What to work on:
Return every entry exactly as written, with the pictures removed.
━━━━━━━━━━━━━━━━━━━━━━━━━━━━━━
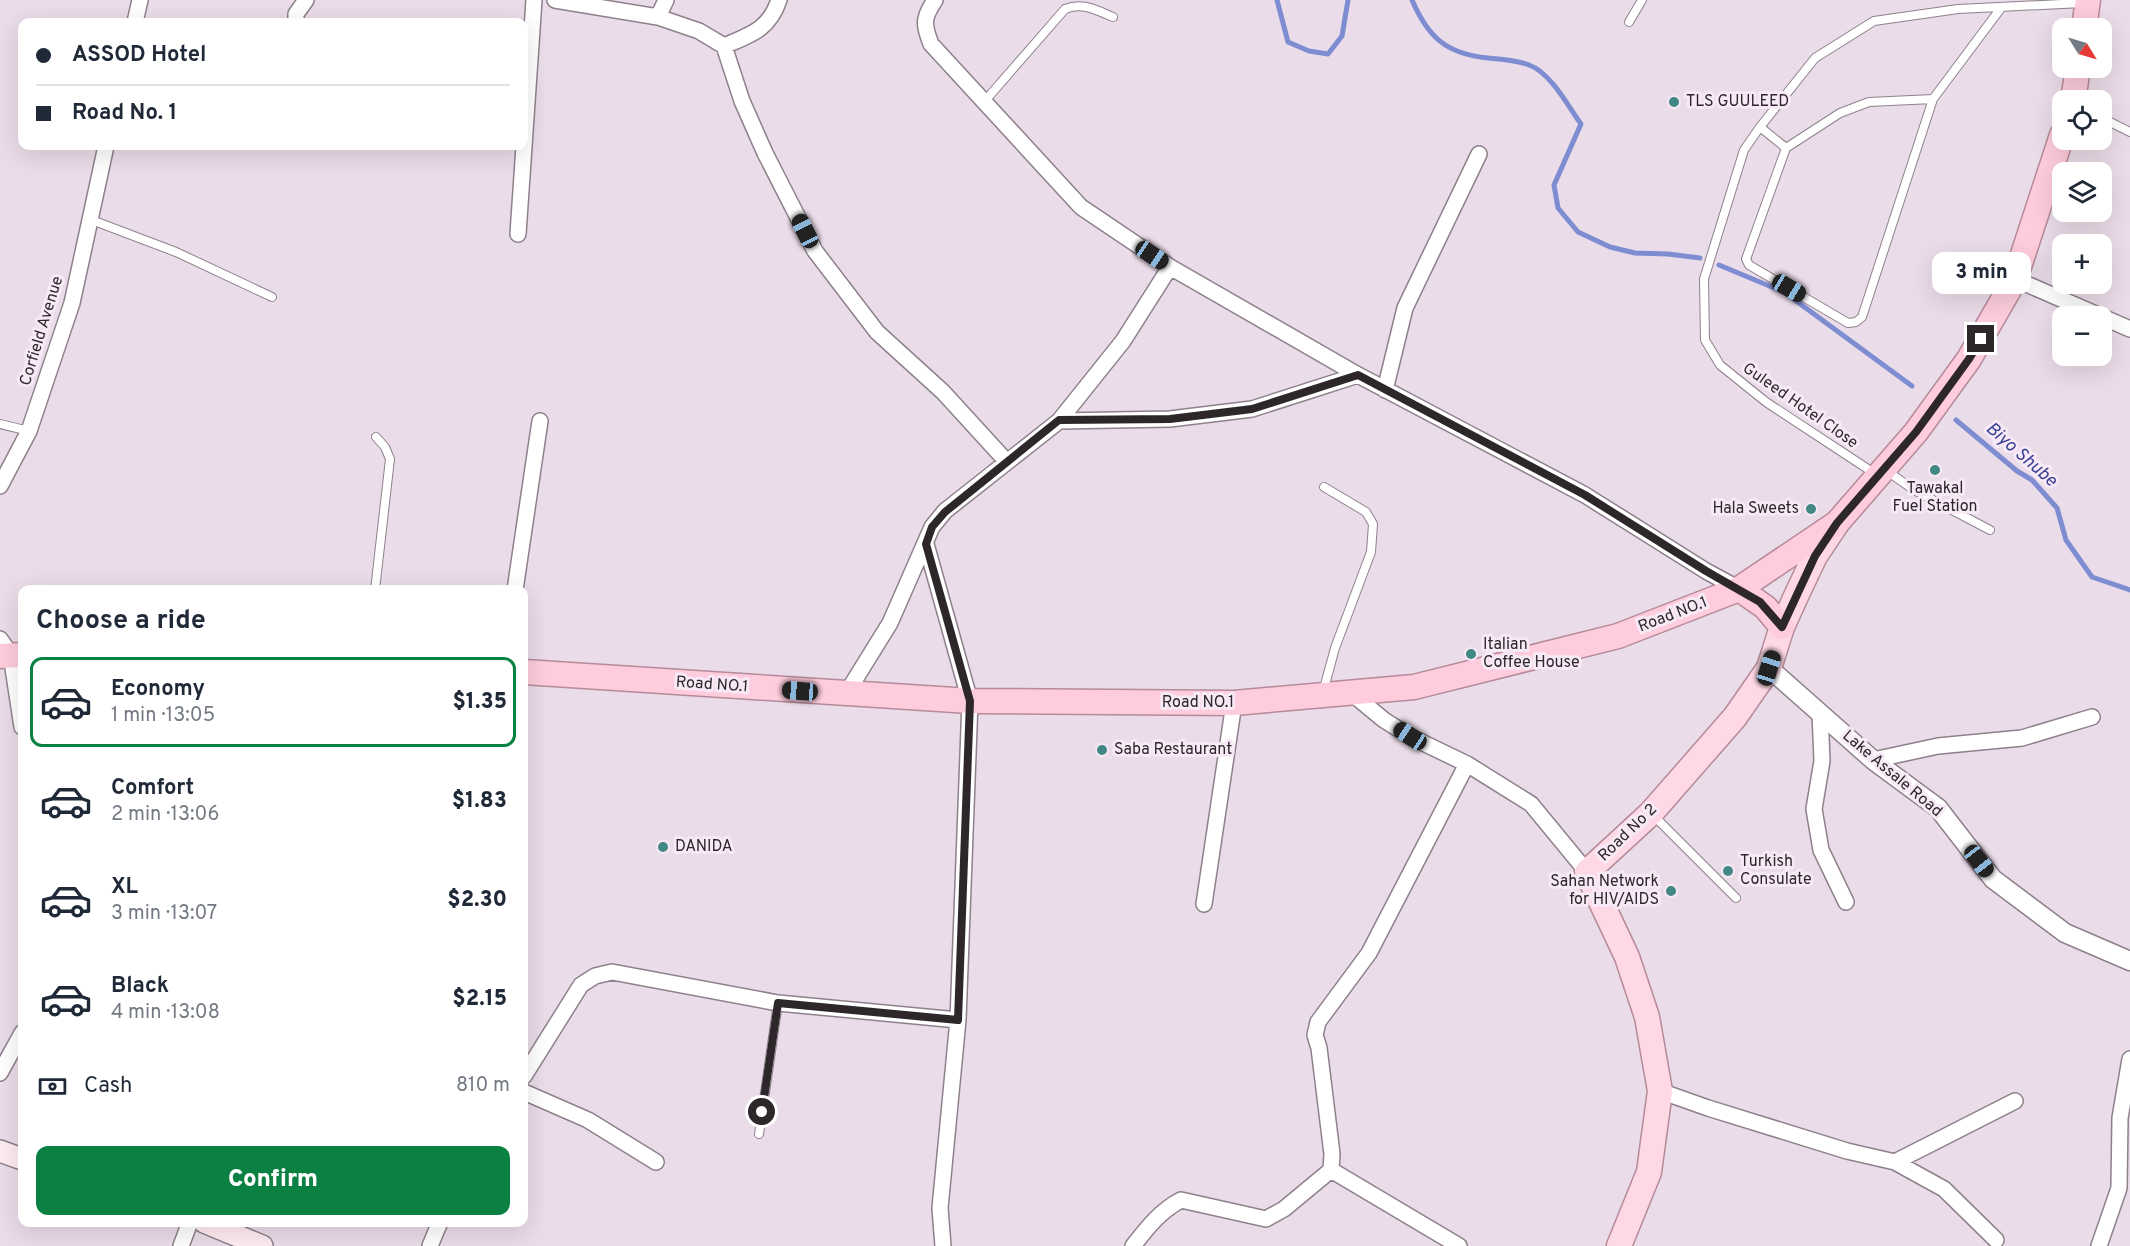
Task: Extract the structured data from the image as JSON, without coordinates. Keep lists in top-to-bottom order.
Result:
{
  "streets": {
    "highway": ["Road NO.1"],
    "main road": ["Road No 2"],
    "street": ["Corfield Avenue", "Lake Assale Road"],
    "lane": ["Guleed Hotel Close"]
  },
  "crossings": [
    ["Guleed Hotel Close", "Road NO.1"],
    ["Road NO.1", "Road No 2"],
    ["Lake Assale Road", "Road No 2"]
  ],
  "water": ["Biyo Shube"],
  "places": [
    "TLS GUULEED",
    "Tawakal Fuel Station",
    "Hala Sweets",
    "Italian Coffee House",
    "Saba Restaurant",
    "DANIDA",
    "Turkish Consulate",
    "Sahan Network for HIV/AIDS"
  ],
  "north": "bottom right",
  "page": {
    "map_buttons": ["+", "−"],
    "banner": ["ASSOD Hotel", "Road No. 1"],
    "bubble": "3 min",
    "heading": "Choose a ride",
    "list": [
      {
        "name": "Economy",
        "note": "1 min · 13:05",
        "value": "$1.35"
      },
      {
        "name": "Comfort",
        "note": "2 min · 13:06",
        "value": "$1.83"
      },
      {
        "name": "XL",
        "note": "3 min · 13:07",
        "value": "$2.30"
      },
      {
        "name": "Black",
        "note": "4 min · 13:08",
        "value": "$2.15"
      }
    ],
    "pay": ["Cash", "810 m"],
    "buttons": "Confirm"
  }
}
━━━━━━━━━━━━━━━━━━━━━━━━━━━━━━
Answer:
Task: Extract the structured data from the image as JSON, without coordinates. Keep lists in top-to-bottom order.
Result:
{
  "streets": {
    "highway": ["Road NO.1"],
    "main road": ["Road No 2"],
    "street": ["Corfield Avenue", "Lake Assale Road"],
    "lane": ["Guleed Hotel Close"]
  },
  "crossings": [
    ["Guleed Hotel Close", "Road NO.1"],
    ["Road NO.1", "Road No 2"],
    ["Lake Assale Road", "Road No 2"]
  ],
  "water": ["Biyo Shube"],
  "places": [
    "TLS GUULEED",
    "Tawakal Fuel Station",
    "Hala Sweets",
    "Italian Coffee House",
    "Saba Restaurant",
    "DANIDA",
    "Turkish Consulate",
    "Sahan Network for HIV/AIDS"
  ],
  "north": "bottom right",
  "page": {
    "map_buttons": ["+", "−"],
    "banner": ["ASSOD Hotel", "Road No. 1"],
    "bubble": "3 min",
    "heading": "Choose a ride",
    "list": [
      {
        "name": "Economy",
        "note": "1 min · 13:05",
        "value": "$1.35"
      },
      {
        "name": "Comfort",
        "note": "2 min · 13:06",
        "value": "$1.83"
      },
      {
        "name": "XL",
        "note": "3 min · 13:07",
        "value": "$2.30"
      },
      {
        "name": "Black",
        "note": "4 min · 13:08",
        "value": "$2.15"
      }
    ],
    "pay": ["Cash", "810 m"],
    "buttons": "Confirm"
  }
}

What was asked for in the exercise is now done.